BEGIN
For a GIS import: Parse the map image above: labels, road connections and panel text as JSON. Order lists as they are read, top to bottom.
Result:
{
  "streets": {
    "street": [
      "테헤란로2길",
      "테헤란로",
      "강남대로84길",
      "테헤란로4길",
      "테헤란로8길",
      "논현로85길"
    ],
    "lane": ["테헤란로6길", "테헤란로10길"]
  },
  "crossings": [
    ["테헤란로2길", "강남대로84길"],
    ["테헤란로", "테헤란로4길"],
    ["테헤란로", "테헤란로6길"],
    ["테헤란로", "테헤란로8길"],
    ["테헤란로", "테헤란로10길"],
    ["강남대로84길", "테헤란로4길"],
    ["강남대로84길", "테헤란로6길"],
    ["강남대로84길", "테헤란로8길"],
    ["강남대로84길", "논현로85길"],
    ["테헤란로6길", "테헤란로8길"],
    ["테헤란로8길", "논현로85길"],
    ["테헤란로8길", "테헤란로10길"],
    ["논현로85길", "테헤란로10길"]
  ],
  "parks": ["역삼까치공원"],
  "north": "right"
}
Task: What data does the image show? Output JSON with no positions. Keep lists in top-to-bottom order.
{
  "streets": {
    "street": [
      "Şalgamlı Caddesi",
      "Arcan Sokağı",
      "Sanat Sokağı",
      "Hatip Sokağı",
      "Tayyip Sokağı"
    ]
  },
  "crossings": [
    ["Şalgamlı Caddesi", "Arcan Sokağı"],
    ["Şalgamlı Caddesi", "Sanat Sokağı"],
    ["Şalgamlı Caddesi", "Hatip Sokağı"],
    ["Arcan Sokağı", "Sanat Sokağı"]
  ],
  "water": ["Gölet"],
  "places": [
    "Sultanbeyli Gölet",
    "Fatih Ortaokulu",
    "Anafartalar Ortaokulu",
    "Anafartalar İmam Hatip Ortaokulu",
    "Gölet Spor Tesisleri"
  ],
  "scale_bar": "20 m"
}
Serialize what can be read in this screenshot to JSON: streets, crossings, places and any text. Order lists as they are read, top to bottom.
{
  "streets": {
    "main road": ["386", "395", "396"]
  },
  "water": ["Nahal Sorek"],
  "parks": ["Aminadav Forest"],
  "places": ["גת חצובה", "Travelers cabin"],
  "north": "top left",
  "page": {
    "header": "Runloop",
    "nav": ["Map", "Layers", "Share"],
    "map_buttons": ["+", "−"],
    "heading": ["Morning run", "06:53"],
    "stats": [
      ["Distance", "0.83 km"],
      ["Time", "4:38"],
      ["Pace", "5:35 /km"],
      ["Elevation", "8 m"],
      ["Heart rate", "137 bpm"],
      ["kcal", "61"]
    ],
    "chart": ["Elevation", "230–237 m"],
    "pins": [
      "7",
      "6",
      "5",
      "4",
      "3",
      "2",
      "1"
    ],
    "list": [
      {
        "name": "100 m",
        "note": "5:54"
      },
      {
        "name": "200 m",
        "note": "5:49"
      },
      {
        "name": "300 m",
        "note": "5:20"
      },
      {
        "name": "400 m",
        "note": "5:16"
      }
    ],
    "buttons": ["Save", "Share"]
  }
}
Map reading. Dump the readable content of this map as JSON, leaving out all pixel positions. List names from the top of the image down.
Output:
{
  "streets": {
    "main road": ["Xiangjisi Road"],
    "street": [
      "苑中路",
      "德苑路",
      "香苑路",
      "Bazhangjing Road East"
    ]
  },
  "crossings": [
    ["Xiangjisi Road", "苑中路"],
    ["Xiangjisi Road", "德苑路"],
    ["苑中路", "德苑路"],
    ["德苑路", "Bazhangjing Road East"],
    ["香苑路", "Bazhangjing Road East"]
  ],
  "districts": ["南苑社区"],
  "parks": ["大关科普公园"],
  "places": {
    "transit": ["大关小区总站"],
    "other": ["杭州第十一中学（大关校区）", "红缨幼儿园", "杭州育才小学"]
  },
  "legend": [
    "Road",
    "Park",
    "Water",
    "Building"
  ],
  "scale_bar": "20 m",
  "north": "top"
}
END
#### ABOUT THIS TASK:
Return the entries above exactly, each one complete.

#### YOUR SOLUTION:
For a GIS import: Parse the map image above: labels, road connections and panel text as JSON. Order lists as they are read, top to bottom.
Result:
{
  "streets": {
    "street": [
      "테헤란로2길",
      "테헤란로",
      "강남대로84길",
      "테헤란로4길",
      "테헤란로8길",
      "논현로85길"
    ],
    "lane": ["테헤란로6길", "테헤란로10길"]
  },
  "crossings": [
    ["테헤란로2길", "강남대로84길"],
    ["테헤란로", "테헤란로4길"],
    ["테헤란로", "테헤란로6길"],
    ["테헤란로", "테헤란로8길"],
    ["테헤란로", "테헤란로10길"],
    ["강남대로84길", "테헤란로4길"],
    ["강남대로84길", "테헤란로6길"],
    ["강남대로84길", "테헤란로8길"],
    ["강남대로84길", "논현로85길"],
    ["테헤란로6길", "테헤란로8길"],
    ["테헤란로8길", "논현로85길"],
    ["테헤란로8길", "테헤란로10길"],
    ["논현로85길", "테헤란로10길"]
  ],
  "parks": ["역삼까치공원"],
  "north": "right"
}
Task: What data does the image show? Output JSON with no positions. Keep lists in top-to-bottom order.
{
  "streets": {
    "street": [
      "Şalgamlı Caddesi",
      "Arcan Sokağı",
      "Sanat Sokağı",
      "Hatip Sokağı",
      "Tayyip Sokağı"
    ]
  },
  "crossings": [
    ["Şalgamlı Caddesi", "Arcan Sokağı"],
    ["Şalgamlı Caddesi", "Sanat Sokağı"],
    ["Şalgamlı Caddesi", "Hatip Sokağı"],
    ["Arcan Sokağı", "Sanat Sokağı"]
  ],
  "water": ["Gölet"],
  "places": [
    "Sultanbeyli Gölet",
    "Fatih Ortaokulu",
    "Anafartalar Ortaokulu",
    "Anafartalar İmam Hatip Ortaokulu",
    "Gölet Spor Tesisleri"
  ],
  "scale_bar": "20 m"
}
Serialize what can be read in this screenshot to JSON: streets, crossings, places and any text. Order lists as they are read, top to bottom.
{
  "streets": {
    "main road": ["386", "395", "396"]
  },
  "water": ["Nahal Sorek"],
  "parks": ["Aminadav Forest"],
  "places": ["גת חצובה", "Travelers cabin"],
  "north": "top left",
  "page": {
    "header": "Runloop",
    "nav": ["Map", "Layers", "Share"],
    "map_buttons": ["+", "−"],
    "heading": ["Morning run", "06:53"],
    "stats": [
      ["Distance", "0.83 km"],
      ["Time", "4:38"],
      ["Pace", "5:35 /km"],
      ["Elevation", "8 m"],
      ["Heart rate", "137 bpm"],
      ["kcal", "61"]
    ],
    "chart": ["Elevation", "230–237 m"],
    "pins": [
      "7",
      "6",
      "5",
      "4",
      "3",
      "2",
      "1"
    ],
    "list": [
      {
        "name": "100 m",
        "note": "5:54"
      },
      {
        "name": "200 m",
        "note": "5:49"
      },
      {
        "name": "300 m",
        "note": "5:20"
      },
      {
        "name": "400 m",
        "note": "5:16"
      }
    ],
    "buttons": ["Save", "Share"]
  }
}
Map reading. Dump the readable content of this map as JSON, leaving out all pixel positions. List names from the top of the image down.
Output:
{
  "streets": {
    "main road": ["Xiangjisi Road"],
    "street": [
      "苑中路",
      "德苑路",
      "香苑路",
      "Bazhangjing Road East"
    ]
  },
  "crossings": [
    ["Xiangjisi Road", "苑中路"],
    ["Xiangjisi Road", "德苑路"],
    ["苑中路", "德苑路"],
    ["德苑路", "Bazhangjing Road East"],
    ["香苑路", "Bazhangjing Road East"]
  ],
  "districts": ["南苑社区"],
  "parks": ["大关科普公园"],
  "places": {
    "transit": ["大关小区总站"],
    "other": ["杭州第十一中学（大关校区）", "红缨幼儿园", "杭州育才小学"]
  },
  "legend": [
    "Road",
    "Park",
    "Water",
    "Building"
  ],
  "scale_bar": "20 m",
  "north": "top"
}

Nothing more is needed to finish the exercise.